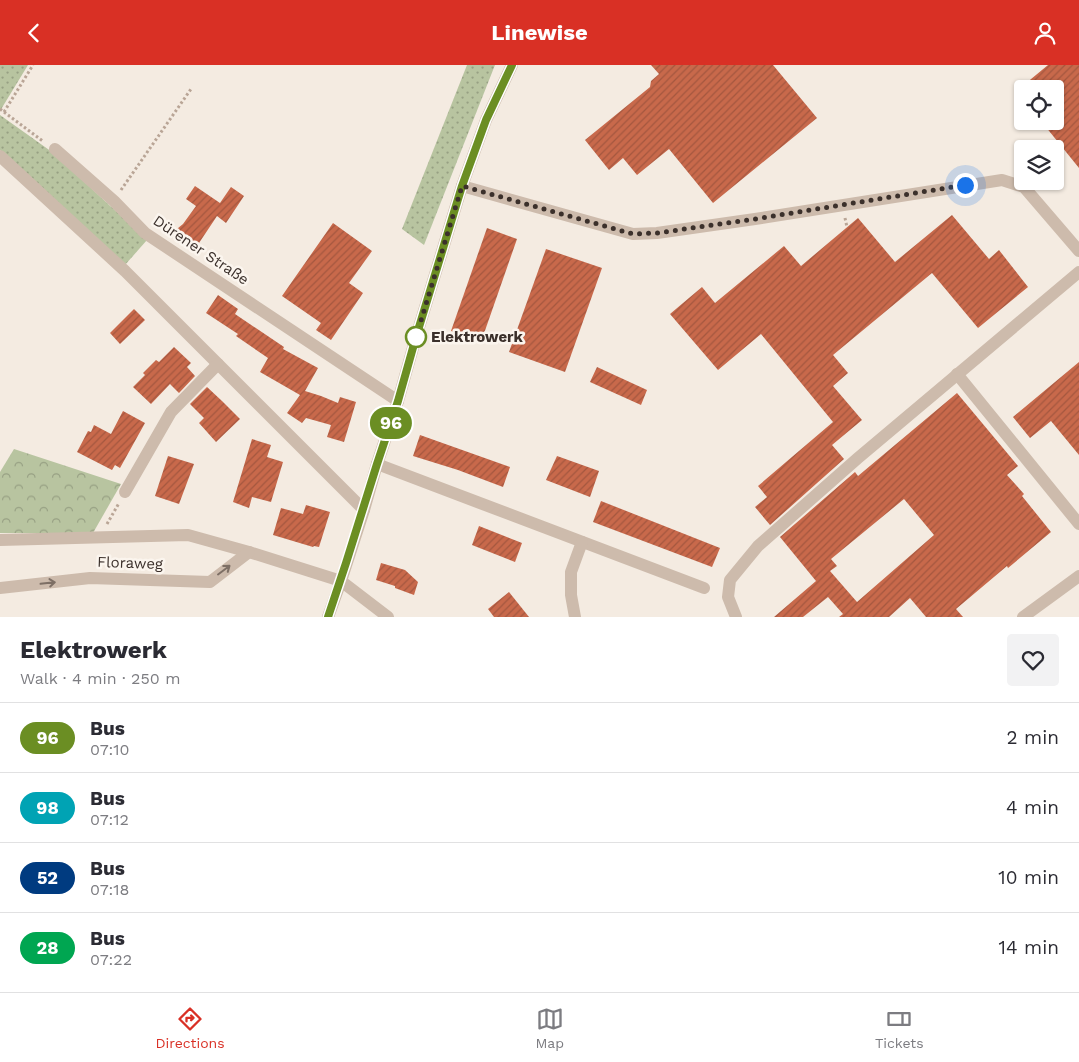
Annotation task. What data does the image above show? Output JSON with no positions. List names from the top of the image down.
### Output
{
  "streets": {
    "street": ["Dürener Straße", "Floraweg"]
  },
  "places": ["Elektrowerk"],
  "lines": ["bus line 96"],
  "page": {
    "header": "Linewise",
    "on_map": "96",
    "heading": ["Elektrowerk", "Walk · 4 min · 250 m"],
    "list": [
      {
        "mark": "96",
        "name": "Bus",
        "note": "07:10",
        "value": "2 min"
      },
      {
        "mark": "98",
        "name": "Bus",
        "note": "07:12",
        "value": "4 min"
      },
      {
        "mark": "52",
        "name": "Bus",
        "note": "07:18",
        "value": "10 min"
      },
      {
        "mark": "28",
        "name": "Bus",
        "note": "07:22",
        "value": "14 min"
      }
    ],
    "tabs": ["Directions", "Map", "Tickets"]
  }
}
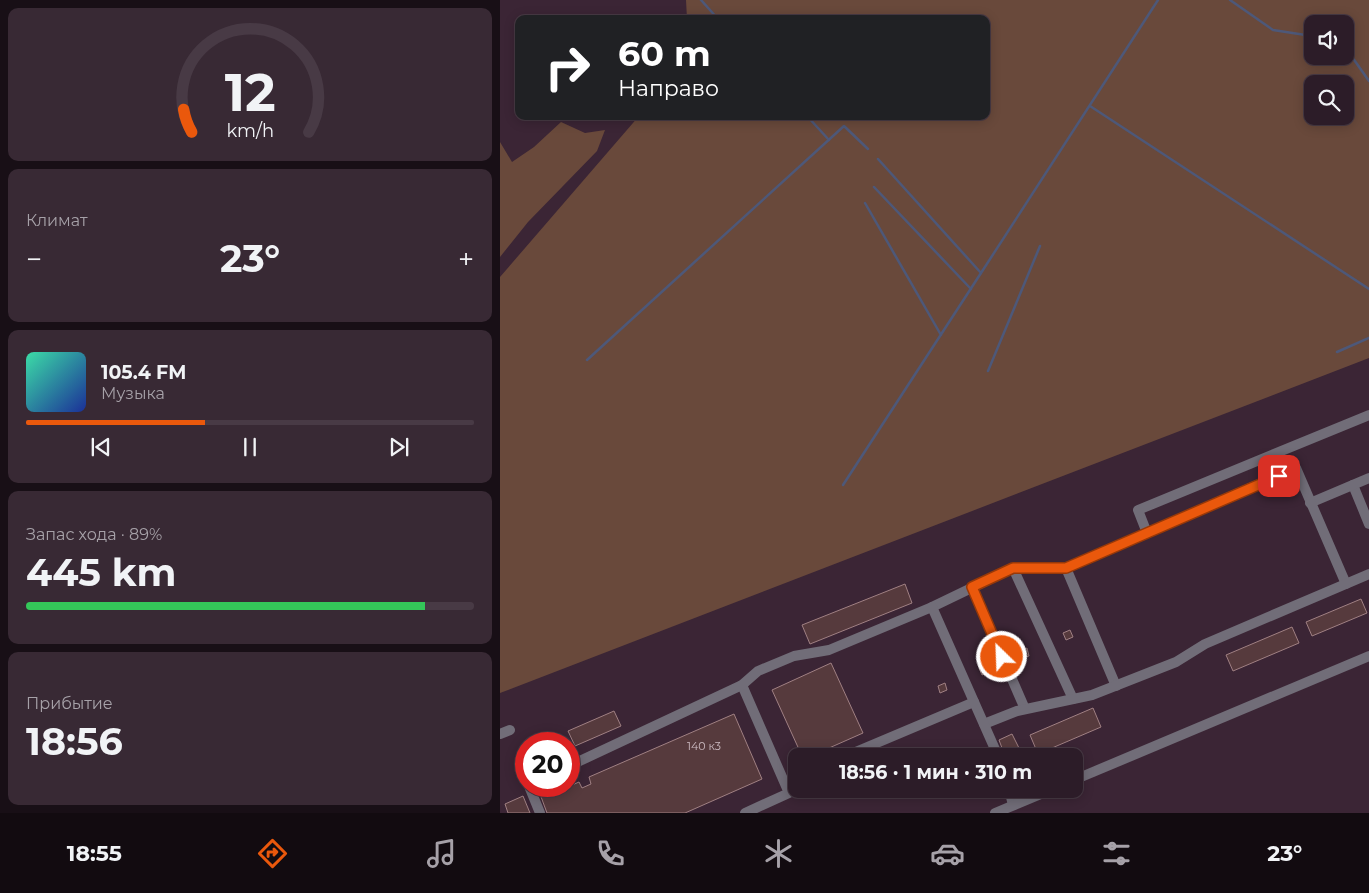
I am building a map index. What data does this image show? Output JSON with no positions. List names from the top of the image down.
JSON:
{
  "house_numbers": ["140 к3"],
  "page": {
    "turn": ["60 m", "Направо"],
    "tile": [
      "Климат",
      ["Запас хода · 89%", "445 km"],
      ["Прибытие", "18:56"]
    ],
    "heat": ["−", "23°", "+"],
    "song": ["105.4 FM", "Музыка"],
    "limit": "20",
    "trip": "18:56 · 1 мин · 310 m",
    "tabs": ["18:55", "23°"],
    "gauge": ["12", "km/h"]
  }
}
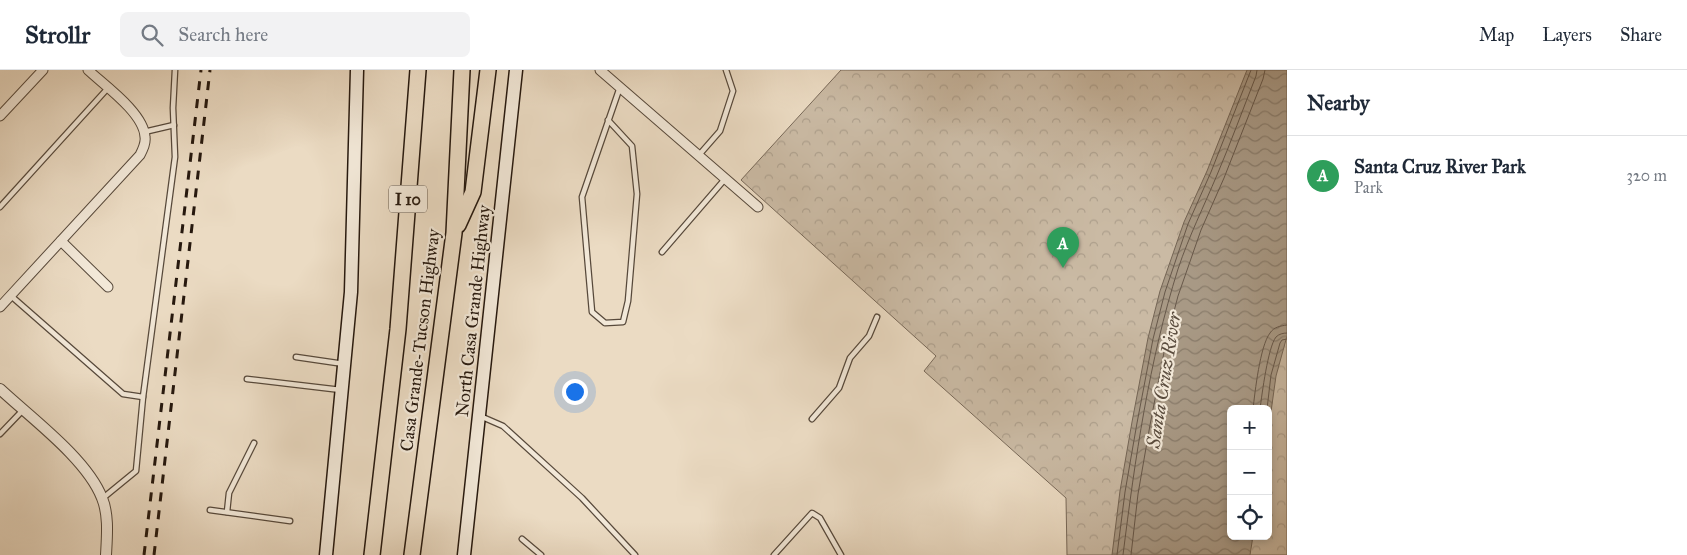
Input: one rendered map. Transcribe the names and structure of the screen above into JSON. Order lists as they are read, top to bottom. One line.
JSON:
{"streets":{"highway":["I 10","Casa Grande-Tucson Highway"],"main road":["North Casa Grande Highway"]},"water":["Santa Cruz River"],"page":{"header":"Strollr","search":"Search here","nav":["Map","Layers","Share"],"heading":"Nearby","list":[{"mark":"A","name":"Santa Cruz River Park","note":"Park","value":"320 m"}],"pins":"A","map_buttons":["+","−"]}}
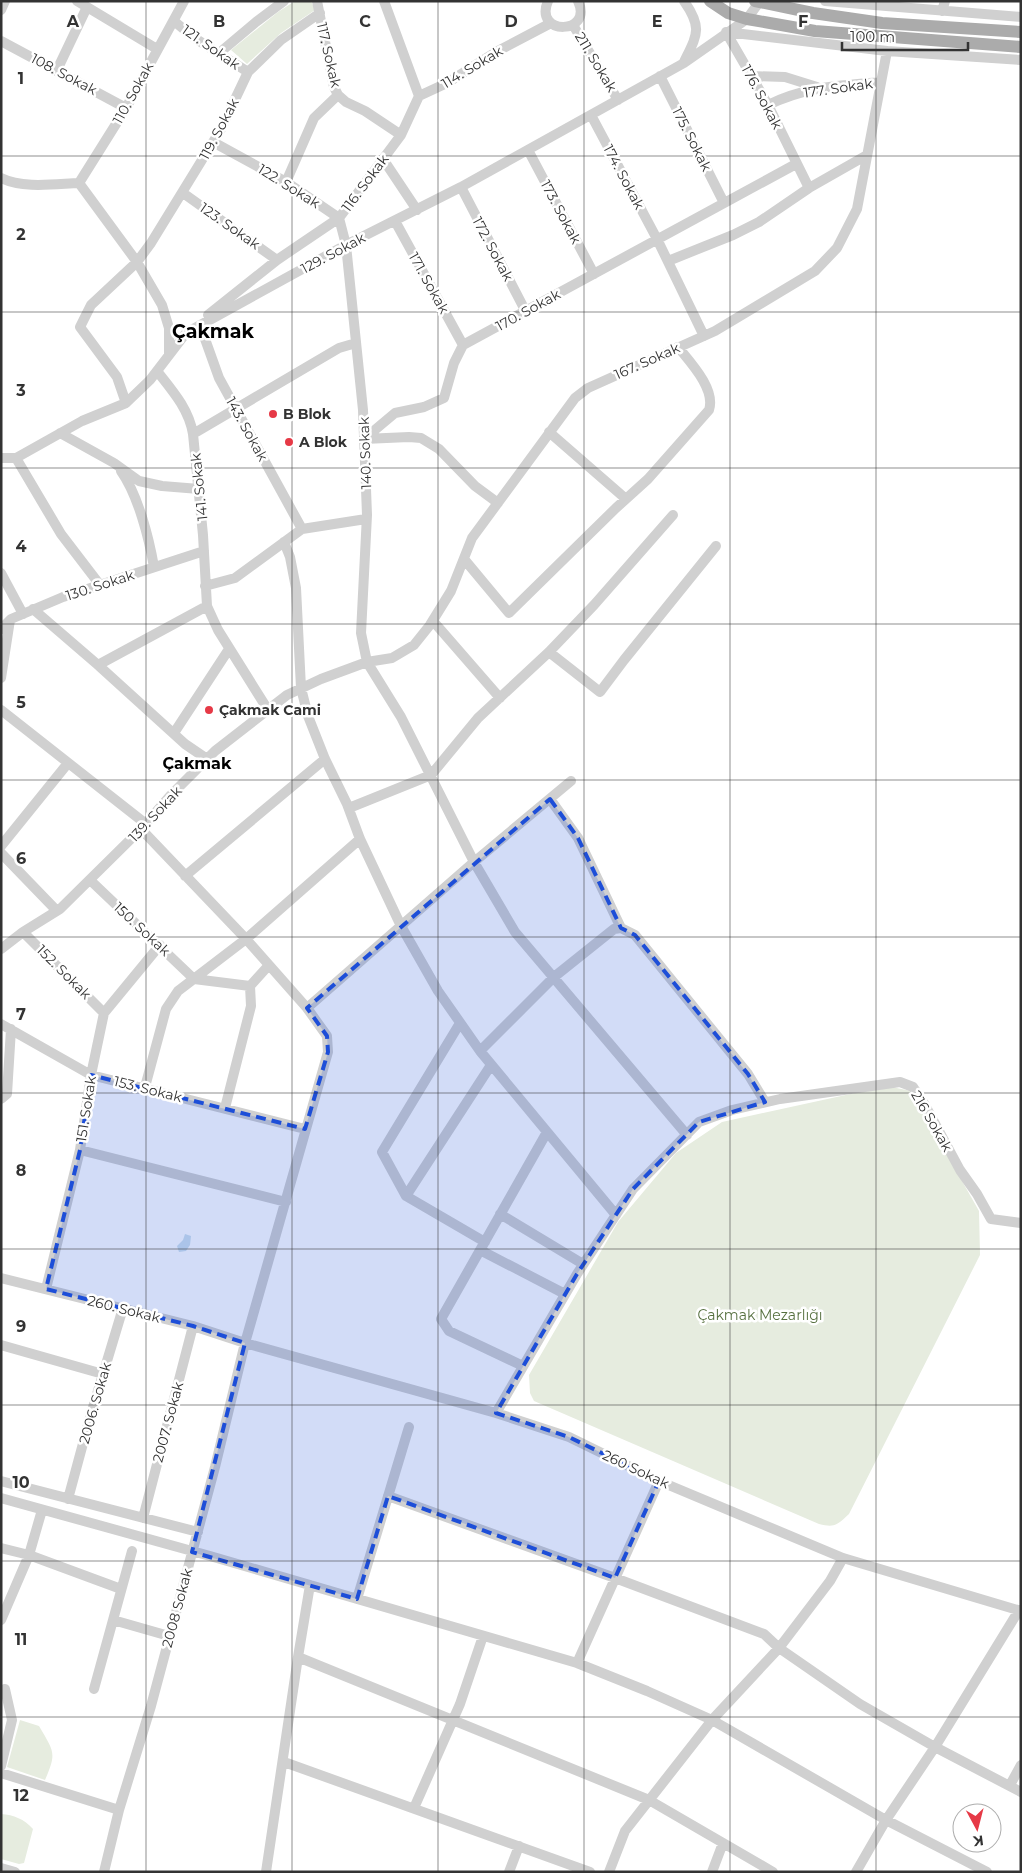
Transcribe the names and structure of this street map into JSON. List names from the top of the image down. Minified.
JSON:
{"streets":{"street":["121. Sokak","117. Sokak","211. Sokak","114. Sokak","108. Sokak","177. Sokak","110. Sokak","176. Sokak","119. Sokak","175. Sokak","174. Sokak","116. Sokak","122. Sokak","173. Sokak","123. Sokak","172. Sokak","129. Sokak","171. Sokak","170. Sokak","167. Sokak","143. Sokak","140. Sokak","141. Sokak","130. Sokak","139. Sokak","150. Sokak","152. Sokak","153. Sokak","151. Sokak","216 Sokak","260. Sokak","2006. Sokak","2007. Sokak","260 Sokak","2008 Sokak"]},"crossings":[["121. Sokak","110. Sokak"],["121. Sokak","119. Sokak"],["117. Sokak","119. Sokak"],["117. Sokak","116. Sokak"],["211. Sokak","129. Sokak"],["114. Sokak","116. Sokak"],["108. Sokak","110. Sokak"],["177. Sokak","176. Sokak"],["177. Sokak","167. Sokak"],["176. Sokak","129. Sokak"],["176. Sokak","170. Sokak"],["119. Sokak","122. Sokak"],["119. Sokak","123. Sokak"],["119. Sokak","129. Sokak"],["175. Sokak","129. Sokak"],["175. Sokak","170. Sokak"],["174. Sokak","129. Sokak"],["174. Sokak","170. Sokak"],["174. Sokak","167. Sokak"],["116. Sokak","122. Sokak"],["116. Sokak","123. Sokak"],["116. Sokak","129. Sokak"],["173. Sokak","129. Sokak"],["173. Sokak","170. Sokak"],["172. Sokak","129. Sokak"],["172. Sokak","170. Sokak"],["129. Sokak","171. Sokak"],["129. Sokak","143. Sokak"],["129. Sokak","140. Sokak"],["171. Sokak","170. Sokak"],["167. Sokak","140. Sokak"],["167. Sokak","139. Sokak"],["143. Sokak","141. Sokak"],["140. Sokak","141. Sokak"],["140. Sokak","139. Sokak"],["141. Sokak","130. Sokak"],["141. Sokak","139. Sokak"],["139. Sokak","150. Sokak"],["139. Sokak","152. Sokak"],["139. Sokak","2008 Sokak"],["150. Sokak","151. Sokak"],["152. Sokak","151. Sokak"],["153. Sokak","151. Sokak"],["153. Sokak","2008 Sokak"],["151. Sokak","260. Sokak"],["260. Sokak","2006. Sokak"],["260. Sokak","2007. Sokak"],["260. Sokak","260 Sokak"],["260. Sokak","2008 Sokak"],["260 Sokak","2008 Sokak"]],"districts":["Çakmak","Çakmak"],"parks":["Çakmak Mezarlığı"],"places":["B Blok","A Blok","Çakmak Cami"],"scale_bar":"100 m","north":"bottom","grid":{"columns":["A","B","C","D","E","F"],"rows":["1","2","3","4","5","6","7","8","9","10","11","12"]}}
::::::::
- _YOUR ASSIGNMENT_: Count each line above where the string "does" occurs. Give the number only.

- _RESULT BELOW_: 2